- _ASSIGNED TASK_:
Go through the records and extract every line with the word "roads".

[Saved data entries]
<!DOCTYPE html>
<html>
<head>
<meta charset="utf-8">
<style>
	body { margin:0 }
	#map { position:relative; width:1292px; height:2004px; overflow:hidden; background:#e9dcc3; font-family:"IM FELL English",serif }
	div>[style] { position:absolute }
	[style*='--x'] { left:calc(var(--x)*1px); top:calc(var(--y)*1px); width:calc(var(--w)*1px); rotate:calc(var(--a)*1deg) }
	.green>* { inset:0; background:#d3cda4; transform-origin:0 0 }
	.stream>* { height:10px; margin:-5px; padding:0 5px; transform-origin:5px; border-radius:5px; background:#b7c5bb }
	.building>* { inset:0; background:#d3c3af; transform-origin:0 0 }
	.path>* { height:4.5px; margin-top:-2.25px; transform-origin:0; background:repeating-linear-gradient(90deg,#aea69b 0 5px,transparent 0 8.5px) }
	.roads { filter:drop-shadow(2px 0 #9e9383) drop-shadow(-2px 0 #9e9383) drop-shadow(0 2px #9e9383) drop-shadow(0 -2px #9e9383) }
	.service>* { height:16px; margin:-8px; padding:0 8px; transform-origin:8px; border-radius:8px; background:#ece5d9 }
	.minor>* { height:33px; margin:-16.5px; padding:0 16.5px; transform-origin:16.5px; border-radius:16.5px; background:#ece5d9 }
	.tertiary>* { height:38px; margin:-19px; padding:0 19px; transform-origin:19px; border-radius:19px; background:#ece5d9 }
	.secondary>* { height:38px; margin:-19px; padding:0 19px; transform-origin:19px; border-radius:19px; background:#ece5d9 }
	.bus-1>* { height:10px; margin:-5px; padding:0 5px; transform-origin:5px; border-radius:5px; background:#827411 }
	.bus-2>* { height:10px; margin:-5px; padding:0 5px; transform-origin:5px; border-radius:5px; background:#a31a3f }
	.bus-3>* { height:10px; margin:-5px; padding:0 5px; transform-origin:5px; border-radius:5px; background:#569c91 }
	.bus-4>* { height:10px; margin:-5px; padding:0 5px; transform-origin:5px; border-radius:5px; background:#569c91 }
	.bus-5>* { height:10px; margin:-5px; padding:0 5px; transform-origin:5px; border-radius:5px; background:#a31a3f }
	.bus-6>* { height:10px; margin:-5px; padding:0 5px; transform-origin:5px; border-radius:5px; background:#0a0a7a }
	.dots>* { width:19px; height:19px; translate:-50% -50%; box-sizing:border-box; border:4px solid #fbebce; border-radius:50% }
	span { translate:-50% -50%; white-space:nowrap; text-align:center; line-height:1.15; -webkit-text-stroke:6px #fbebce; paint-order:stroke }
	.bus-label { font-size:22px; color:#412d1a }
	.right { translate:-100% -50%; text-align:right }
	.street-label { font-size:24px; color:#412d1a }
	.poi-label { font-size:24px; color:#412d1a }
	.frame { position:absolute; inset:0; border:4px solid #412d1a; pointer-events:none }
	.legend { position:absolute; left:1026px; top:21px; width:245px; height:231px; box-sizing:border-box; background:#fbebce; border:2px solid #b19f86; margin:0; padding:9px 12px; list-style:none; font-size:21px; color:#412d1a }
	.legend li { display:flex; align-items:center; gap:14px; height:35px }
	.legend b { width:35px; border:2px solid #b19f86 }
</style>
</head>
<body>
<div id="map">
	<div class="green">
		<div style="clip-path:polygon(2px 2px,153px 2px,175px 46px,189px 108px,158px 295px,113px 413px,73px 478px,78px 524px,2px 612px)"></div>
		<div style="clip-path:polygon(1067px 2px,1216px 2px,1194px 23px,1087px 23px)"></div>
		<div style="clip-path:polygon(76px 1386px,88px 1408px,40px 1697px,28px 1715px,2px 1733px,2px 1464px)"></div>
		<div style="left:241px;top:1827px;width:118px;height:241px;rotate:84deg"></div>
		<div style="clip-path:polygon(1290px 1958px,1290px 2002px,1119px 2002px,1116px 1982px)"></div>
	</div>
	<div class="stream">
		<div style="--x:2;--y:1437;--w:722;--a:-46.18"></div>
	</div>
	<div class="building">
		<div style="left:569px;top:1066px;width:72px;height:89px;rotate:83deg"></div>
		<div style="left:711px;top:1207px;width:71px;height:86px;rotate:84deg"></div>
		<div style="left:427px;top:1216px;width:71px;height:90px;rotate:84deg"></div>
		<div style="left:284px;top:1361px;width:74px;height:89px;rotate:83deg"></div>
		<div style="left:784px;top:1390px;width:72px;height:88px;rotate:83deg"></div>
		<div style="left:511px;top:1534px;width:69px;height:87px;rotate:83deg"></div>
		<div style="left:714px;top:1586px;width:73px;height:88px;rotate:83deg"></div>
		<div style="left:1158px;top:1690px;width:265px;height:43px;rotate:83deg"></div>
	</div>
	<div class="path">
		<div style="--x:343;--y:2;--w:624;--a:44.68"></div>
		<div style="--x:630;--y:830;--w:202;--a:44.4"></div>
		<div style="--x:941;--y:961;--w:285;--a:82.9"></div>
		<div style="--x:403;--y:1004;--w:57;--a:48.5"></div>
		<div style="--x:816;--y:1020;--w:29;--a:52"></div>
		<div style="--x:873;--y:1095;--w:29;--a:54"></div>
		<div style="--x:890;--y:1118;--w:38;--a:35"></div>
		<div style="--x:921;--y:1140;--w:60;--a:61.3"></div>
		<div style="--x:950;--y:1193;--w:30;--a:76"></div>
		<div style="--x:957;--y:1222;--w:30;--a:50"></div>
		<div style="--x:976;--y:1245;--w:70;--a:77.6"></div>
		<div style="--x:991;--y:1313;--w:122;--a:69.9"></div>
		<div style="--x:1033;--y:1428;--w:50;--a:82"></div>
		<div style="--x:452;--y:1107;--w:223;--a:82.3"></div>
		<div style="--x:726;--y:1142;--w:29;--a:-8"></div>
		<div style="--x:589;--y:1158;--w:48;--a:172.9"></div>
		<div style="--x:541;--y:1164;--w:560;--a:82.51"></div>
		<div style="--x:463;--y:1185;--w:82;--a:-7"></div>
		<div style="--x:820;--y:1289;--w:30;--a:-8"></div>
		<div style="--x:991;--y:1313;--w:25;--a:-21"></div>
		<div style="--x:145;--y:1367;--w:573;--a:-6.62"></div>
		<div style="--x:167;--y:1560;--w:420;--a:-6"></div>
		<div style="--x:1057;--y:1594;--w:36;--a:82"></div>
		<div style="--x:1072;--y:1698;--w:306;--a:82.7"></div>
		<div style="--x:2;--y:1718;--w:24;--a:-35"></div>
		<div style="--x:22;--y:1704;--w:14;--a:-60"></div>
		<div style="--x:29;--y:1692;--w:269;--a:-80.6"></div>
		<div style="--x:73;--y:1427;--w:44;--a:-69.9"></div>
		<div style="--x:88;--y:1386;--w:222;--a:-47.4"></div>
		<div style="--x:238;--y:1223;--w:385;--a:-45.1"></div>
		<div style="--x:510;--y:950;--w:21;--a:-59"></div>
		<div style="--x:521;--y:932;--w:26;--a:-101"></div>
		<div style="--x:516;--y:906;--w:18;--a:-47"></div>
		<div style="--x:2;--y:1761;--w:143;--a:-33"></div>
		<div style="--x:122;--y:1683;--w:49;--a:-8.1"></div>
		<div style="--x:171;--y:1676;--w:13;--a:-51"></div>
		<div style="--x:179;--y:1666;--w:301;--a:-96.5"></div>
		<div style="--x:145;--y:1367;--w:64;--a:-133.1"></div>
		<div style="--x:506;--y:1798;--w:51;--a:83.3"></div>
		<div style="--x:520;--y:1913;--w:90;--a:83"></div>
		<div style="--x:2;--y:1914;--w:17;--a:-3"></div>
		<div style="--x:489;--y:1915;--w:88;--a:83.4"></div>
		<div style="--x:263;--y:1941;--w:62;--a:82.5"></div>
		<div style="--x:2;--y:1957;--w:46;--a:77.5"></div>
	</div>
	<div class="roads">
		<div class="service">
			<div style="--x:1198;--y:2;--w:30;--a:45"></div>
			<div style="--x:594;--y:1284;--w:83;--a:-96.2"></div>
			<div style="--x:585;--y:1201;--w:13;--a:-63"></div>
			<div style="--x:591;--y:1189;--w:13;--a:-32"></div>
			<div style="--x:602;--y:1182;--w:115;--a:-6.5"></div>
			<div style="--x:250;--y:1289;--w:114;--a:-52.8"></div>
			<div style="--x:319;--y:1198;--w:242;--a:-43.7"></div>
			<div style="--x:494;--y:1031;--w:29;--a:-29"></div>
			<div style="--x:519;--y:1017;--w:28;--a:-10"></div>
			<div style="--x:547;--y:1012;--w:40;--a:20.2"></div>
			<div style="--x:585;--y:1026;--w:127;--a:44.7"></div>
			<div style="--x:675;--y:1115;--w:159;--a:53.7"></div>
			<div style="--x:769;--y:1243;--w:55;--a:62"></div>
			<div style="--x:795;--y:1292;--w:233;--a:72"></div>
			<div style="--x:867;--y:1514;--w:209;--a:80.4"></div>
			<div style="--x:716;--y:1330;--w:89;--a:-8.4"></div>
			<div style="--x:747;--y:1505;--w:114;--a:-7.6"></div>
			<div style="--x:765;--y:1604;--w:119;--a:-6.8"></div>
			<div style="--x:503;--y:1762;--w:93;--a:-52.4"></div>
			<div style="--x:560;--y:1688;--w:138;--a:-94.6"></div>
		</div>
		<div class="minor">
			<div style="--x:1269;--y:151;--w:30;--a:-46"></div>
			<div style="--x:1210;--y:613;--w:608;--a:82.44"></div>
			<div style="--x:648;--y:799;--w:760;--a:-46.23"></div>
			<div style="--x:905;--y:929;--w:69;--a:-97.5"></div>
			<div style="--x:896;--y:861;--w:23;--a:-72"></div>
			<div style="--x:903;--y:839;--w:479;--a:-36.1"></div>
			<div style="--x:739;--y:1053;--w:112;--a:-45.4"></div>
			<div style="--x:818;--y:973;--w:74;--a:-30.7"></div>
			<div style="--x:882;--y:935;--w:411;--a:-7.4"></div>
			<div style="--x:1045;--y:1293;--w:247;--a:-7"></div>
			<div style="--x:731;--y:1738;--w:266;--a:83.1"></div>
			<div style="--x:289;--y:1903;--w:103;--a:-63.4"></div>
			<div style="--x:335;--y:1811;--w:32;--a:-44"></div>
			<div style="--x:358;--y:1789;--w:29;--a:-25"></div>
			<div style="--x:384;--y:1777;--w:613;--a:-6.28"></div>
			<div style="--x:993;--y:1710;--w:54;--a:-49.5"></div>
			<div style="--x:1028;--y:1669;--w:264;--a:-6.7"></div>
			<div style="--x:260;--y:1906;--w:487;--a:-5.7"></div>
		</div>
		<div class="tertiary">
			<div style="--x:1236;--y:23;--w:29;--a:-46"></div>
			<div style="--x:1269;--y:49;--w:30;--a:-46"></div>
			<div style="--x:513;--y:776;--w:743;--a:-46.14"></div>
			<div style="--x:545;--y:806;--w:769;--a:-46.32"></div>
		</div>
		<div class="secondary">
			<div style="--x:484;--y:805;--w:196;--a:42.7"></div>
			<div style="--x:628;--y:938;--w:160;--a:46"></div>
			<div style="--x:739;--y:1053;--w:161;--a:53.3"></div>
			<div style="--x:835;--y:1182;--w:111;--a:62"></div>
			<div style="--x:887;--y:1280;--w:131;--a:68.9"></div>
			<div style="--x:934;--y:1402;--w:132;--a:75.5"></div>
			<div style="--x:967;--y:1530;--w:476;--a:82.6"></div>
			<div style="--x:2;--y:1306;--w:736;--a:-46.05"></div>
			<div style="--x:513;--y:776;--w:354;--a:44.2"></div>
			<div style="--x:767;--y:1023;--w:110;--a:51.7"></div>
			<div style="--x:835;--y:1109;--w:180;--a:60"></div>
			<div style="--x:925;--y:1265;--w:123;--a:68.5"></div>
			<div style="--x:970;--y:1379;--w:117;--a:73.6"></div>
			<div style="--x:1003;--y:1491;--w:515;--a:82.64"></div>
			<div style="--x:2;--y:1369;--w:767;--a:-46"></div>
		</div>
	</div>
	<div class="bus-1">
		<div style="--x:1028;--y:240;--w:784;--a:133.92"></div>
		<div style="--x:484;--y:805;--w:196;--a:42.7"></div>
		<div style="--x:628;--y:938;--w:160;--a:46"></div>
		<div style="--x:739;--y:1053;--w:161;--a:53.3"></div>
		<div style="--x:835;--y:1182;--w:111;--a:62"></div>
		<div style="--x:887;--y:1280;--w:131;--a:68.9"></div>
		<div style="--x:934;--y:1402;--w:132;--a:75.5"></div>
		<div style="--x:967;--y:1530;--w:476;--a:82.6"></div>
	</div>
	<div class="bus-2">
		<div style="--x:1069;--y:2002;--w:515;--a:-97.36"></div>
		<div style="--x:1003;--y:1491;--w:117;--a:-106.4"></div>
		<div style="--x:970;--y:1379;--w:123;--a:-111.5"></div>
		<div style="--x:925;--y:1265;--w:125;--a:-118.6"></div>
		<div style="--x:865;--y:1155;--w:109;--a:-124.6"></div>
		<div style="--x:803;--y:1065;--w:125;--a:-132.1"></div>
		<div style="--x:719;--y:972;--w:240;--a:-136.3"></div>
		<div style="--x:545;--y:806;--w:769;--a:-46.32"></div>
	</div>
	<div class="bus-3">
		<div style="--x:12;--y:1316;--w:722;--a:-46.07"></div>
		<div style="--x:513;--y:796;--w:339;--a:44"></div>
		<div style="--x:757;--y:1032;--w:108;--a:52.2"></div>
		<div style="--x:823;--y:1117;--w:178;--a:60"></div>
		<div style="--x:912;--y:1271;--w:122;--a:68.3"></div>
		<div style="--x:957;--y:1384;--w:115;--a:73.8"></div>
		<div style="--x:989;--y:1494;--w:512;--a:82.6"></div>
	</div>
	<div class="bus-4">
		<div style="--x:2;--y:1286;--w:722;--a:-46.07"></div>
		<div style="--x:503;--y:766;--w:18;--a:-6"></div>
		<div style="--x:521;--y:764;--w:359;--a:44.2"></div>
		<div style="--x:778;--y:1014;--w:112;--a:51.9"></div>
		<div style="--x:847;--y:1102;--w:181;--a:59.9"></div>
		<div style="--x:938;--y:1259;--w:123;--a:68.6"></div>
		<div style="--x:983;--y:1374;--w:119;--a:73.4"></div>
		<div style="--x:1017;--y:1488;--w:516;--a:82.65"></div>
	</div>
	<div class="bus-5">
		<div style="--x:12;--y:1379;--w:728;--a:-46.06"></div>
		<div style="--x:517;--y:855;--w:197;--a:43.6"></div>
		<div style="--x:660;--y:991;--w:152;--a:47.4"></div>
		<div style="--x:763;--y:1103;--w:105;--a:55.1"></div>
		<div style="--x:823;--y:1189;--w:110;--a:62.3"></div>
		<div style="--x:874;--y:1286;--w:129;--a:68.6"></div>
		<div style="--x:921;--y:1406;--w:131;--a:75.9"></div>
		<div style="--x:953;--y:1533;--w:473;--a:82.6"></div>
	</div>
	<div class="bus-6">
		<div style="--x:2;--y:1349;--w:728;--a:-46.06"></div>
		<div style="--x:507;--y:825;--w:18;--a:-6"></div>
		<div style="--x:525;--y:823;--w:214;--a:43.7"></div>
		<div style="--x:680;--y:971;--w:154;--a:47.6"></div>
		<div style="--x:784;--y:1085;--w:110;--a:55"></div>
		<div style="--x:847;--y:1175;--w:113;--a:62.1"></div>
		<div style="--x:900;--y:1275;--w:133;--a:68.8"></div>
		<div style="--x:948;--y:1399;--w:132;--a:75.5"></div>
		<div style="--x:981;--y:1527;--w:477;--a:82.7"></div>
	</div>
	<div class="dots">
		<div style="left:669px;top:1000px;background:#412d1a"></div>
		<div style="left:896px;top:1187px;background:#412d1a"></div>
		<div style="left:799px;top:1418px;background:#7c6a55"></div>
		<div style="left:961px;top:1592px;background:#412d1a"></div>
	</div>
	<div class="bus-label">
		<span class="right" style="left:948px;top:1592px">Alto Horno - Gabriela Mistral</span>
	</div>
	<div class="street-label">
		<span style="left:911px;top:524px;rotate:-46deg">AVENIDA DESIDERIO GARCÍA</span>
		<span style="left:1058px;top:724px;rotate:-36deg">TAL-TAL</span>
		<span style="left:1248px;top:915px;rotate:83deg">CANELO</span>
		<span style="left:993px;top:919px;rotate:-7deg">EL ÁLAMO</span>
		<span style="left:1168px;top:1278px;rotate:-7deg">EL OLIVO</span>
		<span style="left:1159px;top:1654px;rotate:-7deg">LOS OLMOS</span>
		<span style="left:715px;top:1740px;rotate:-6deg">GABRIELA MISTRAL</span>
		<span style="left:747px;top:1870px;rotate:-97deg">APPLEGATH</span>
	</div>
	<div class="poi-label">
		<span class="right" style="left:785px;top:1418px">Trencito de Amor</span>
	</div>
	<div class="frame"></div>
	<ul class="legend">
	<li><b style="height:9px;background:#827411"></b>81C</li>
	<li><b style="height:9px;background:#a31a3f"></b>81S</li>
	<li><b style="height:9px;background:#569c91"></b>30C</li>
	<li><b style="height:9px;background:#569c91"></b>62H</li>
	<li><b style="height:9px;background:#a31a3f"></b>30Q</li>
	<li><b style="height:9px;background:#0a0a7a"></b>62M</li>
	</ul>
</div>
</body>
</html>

- _TASK RESPONSE_:
	.roads { filter:drop-shadow(2px 0 #9e9383) drop-shadow(-2px 0 #9e9383) drop-shadow(0 2px #9e9383) drop-shadow(0 -2px #9e9383) }
	<div class="roads">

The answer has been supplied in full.